In Wieland der Schmied wird dargestellt, wie Wieland, dem durch den König die Beine gebrochen sind, sich Flügel schmiedet, um der Gefangenschaft zu entkommen, und eben die Königstochter zu ihm tritt, damit er ihr eine zerbrochene Spange wieder herstelle. Das Wild-Phantastische vermählt sich auf diesem Bilde mit einem unsäglichen Liebreiz, der über die Gestalt der Prinzessin ausgegossen ist. Schwind hat keinen Nebenbuhler in der Weise, wie er momentane, in der Bewegung schnell vorübergehende Stellungen wiederzugeben weiss. Diejenigen, welche nur nach Modellen malen und nicht die in der Natur flüchtig vorbeiziehenden Erscheinungen in geistiger Anschauung zu bewahren vermögen, müssen bei Betrachtung seiner derartigen Darstellungen Neid empfinden.

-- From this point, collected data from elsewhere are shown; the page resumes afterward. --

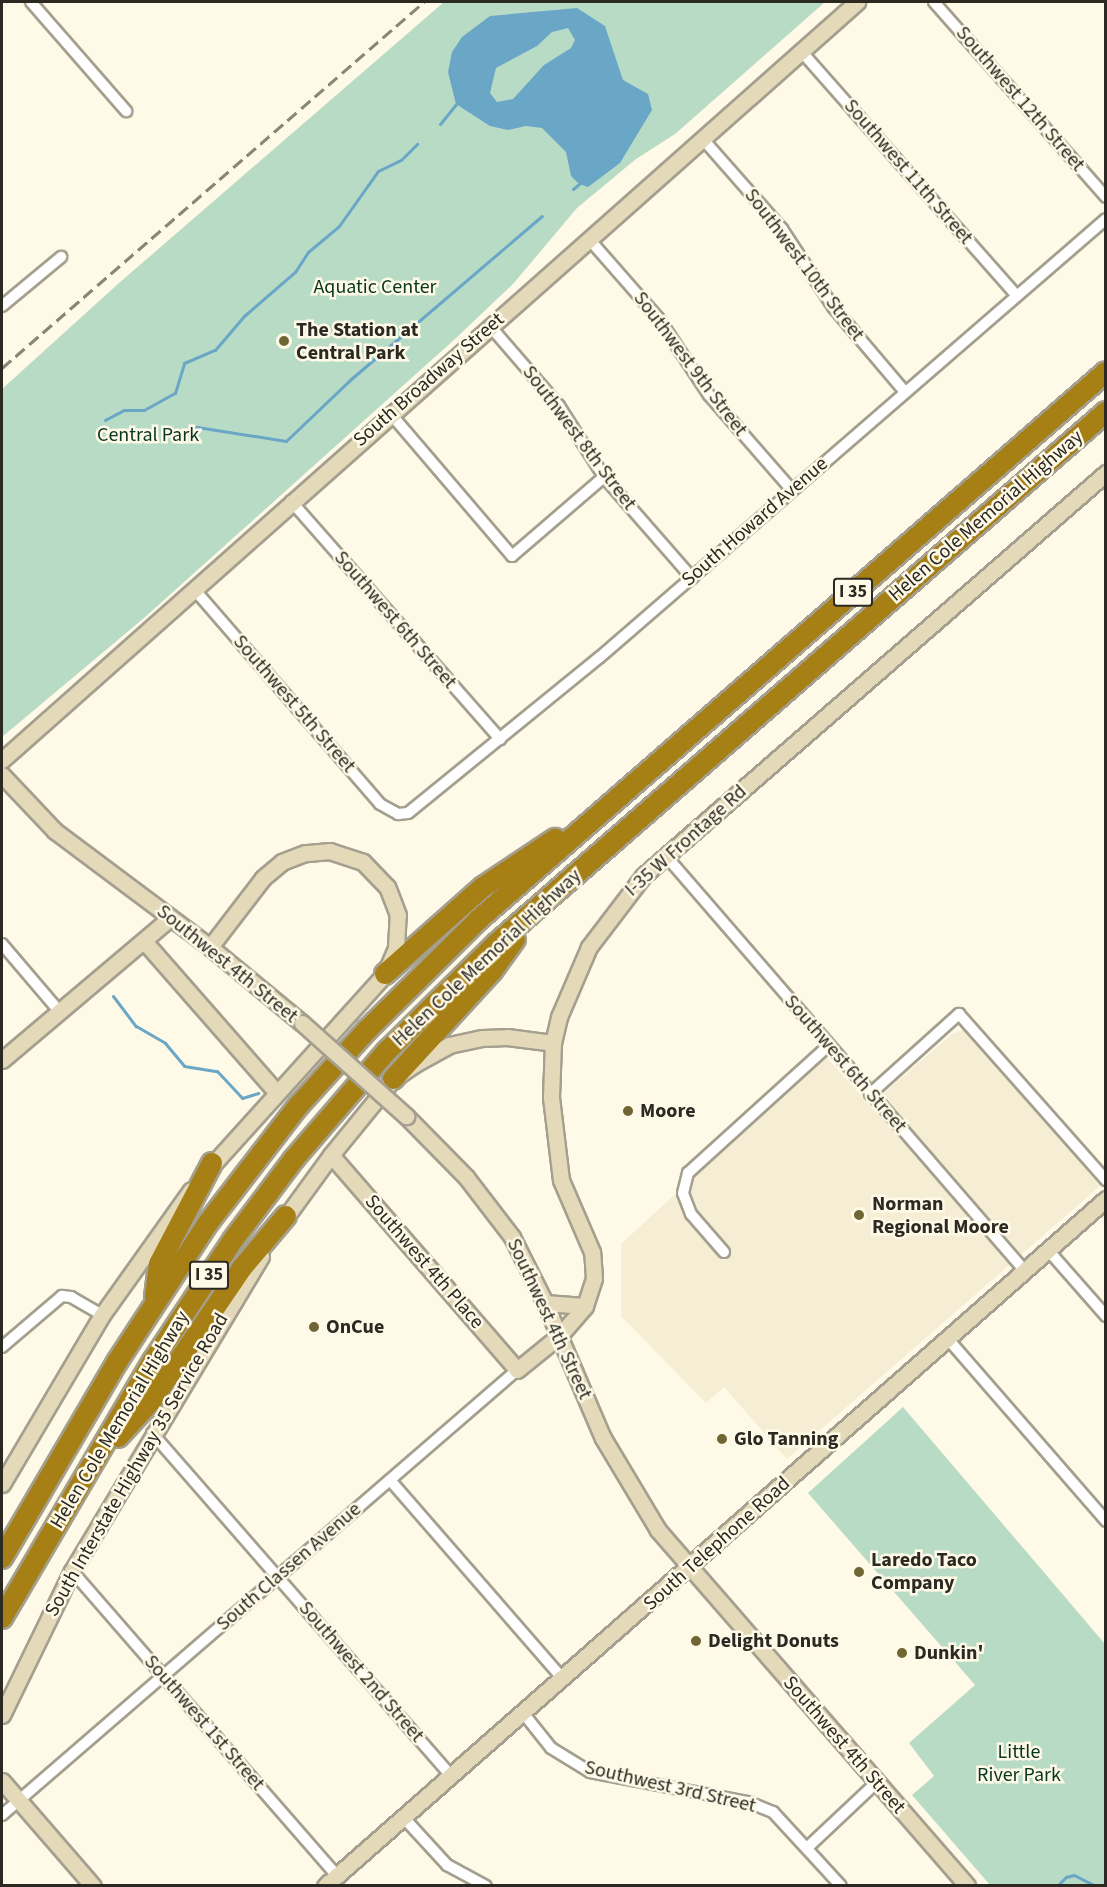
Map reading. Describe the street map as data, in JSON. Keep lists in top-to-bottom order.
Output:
{
  "streets": {
    "highway": ["Helen Cole Memorial Highway", "I 35"],
    "main road": [
      "South Broadway Street",
      "I-35 W Frontage Rd",
      "Southwest 4th Street",
      "Southwest 4th Place",
      "South Interstate Highway 35 Service Road",
      "South Telephone Road",
      "South Classen Avenue"
    ],
    "street": [
      "Southwest 12th Street",
      "Southwest 11th Street",
      "Southwest 10th Street",
      "Southwest 9th Street",
      "Southwest 8th Street",
      "South Howard Avenue",
      "Southwest 6th Street",
      "Southwest 5th Street",
      "Southwest 2nd Street",
      "Southwest 1st Street",
      "Southwest 3rd Street"
    ]
  },
  "crossings": [
    ["Southwest 11th Street", "South Broadway Street"],
    ["Southwest 11th Street", "South Howard Avenue"],
    ["Southwest 10th Street", "South Broadway Street"],
    ["Southwest 10th Street", "South Howard Avenue"],
    ["Southwest 9th Street", "South Broadway Street"],
    ["Southwest 9th Street", "South Howard Avenue"],
    ["South Broadway Street", "Southwest 8th Street"],
    ["South Broadway Street", "Southwest 6th Street"],
    ["South Broadway Street", "Southwest 5th Street"],
    ["Southwest 8th Street", "South Howard Avenue"],
    ["South Howard Avenue", "Southwest 6th Street"],
    ["South Howard Avenue", "Southwest 5th Street"],
    ["Southwest 6th Street", "I-35 W Frontage Rd"],
    ["Southwest 6th Street", "South Telephone Road"],
    ["I-35 W Frontage Rd", "Southwest 4th Street"],
    ["I-35 W Frontage Rd", "South Interstate Highway 35 Service Road"],
    ["I-35 W Frontage Rd", "South Classen Avenue"],
    ["Southwest 4th Street", "South Telephone Road"],
    ["Southwest 4th Street", "South Classen Avenue"],
    ["Southwest 4th Place", "South Interstate Highway 35 Service Road"],
    ["Southwest 4th Place", "South Classen Avenue"],
    ["South Interstate Highway 35 Service Road", "Southwest 2nd Street"],
    ["South Interstate Highway 35 Service Road", "Southwest 1st Street"],
    ["South Telephone Road", "Southwest 2nd Street"],
    ["South Telephone Road", "Southwest 1st Street"],
    ["South Telephone Road", "Southwest 3rd Street"],
    ["South Classen Avenue", "Southwest 2nd Street"],
    ["South Classen Avenue", "Southwest 1st Street"]
  ],
  "parks": ["Aquatic Center", "Central Park", "Little River Park"],
  "places": [
    "The Station at Central Park",
    "Moore",
    "Norman Regional Moore",
    "OnCue",
    "Glo Tanning",
    "Laredo Taco Company",
    "Delight Donuts",
    "Dunkin'"
  ]
}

Einen Ausflug in das Gebiet des Humors hat Schwind in seinem Rübezahl gemacht, wo der Berggeist, eine tollphantastische Figur auf Holzpantoffeln, durch ein feuchtes, mit wildem Gestäude und roten Schwämmen bedecktes Bergthal hinschweift. Man muss hier über die barocke Laune des Künstlers lachen; aber Demjenigen, der behaupten wollte, dieser Vorwurf eigne sich mehr für einen Holzschnitt, als für ein Oelgemälde, kann man das ungemein Pittoreske sowohl der Landschaft, als der Figur des Rübezahl entgegenhalten. – Noch barocker ist die mittelalterliche Legende. Ein die Messe lesender Bischof zwingt durch die Macht seiner Frömmigkeit den Teufel, Bausteine zu einer neu zu errichtenden Kapelle heranzufahren. Das Bild ist, ganz seinem Gegenstande entsprechend, im Stil altdeutscher Gemälde behandelt. – Auf zwei Tafeln hat Schwind die Flüsse Rhein und Donau verkörpert. Der Rhein, in den Harnisch eines Ritters gekleidet, wiegt sich, die Fiedel des Volker spielend, auf den Wellen, während ein dienender Geist schwimmend den Nibelungen-Hort hinter ihm herträgt. An den Ufern ragen burggekrönte Felsen. Der Meister hat dieses Gemälde auch in Lebensgrösse ausgeführt, wodurch es indessen schwerlich gewonnen haben möchte. – Schöner noch als der Rhein scheint mir die Donau zu sein, eine weibliche Gestalt, die den Strom hinuntergleitet, und in deren Bewegung das unaufhaltsam Hinabflutende vortrefflich ausgedrückt ist; hinter ihr schwimmen zwei ihrer Nebenflüsse, niedliche Schwabenkinder; vorn wird sie von einem garstigen ungarischen Knaben empfangen.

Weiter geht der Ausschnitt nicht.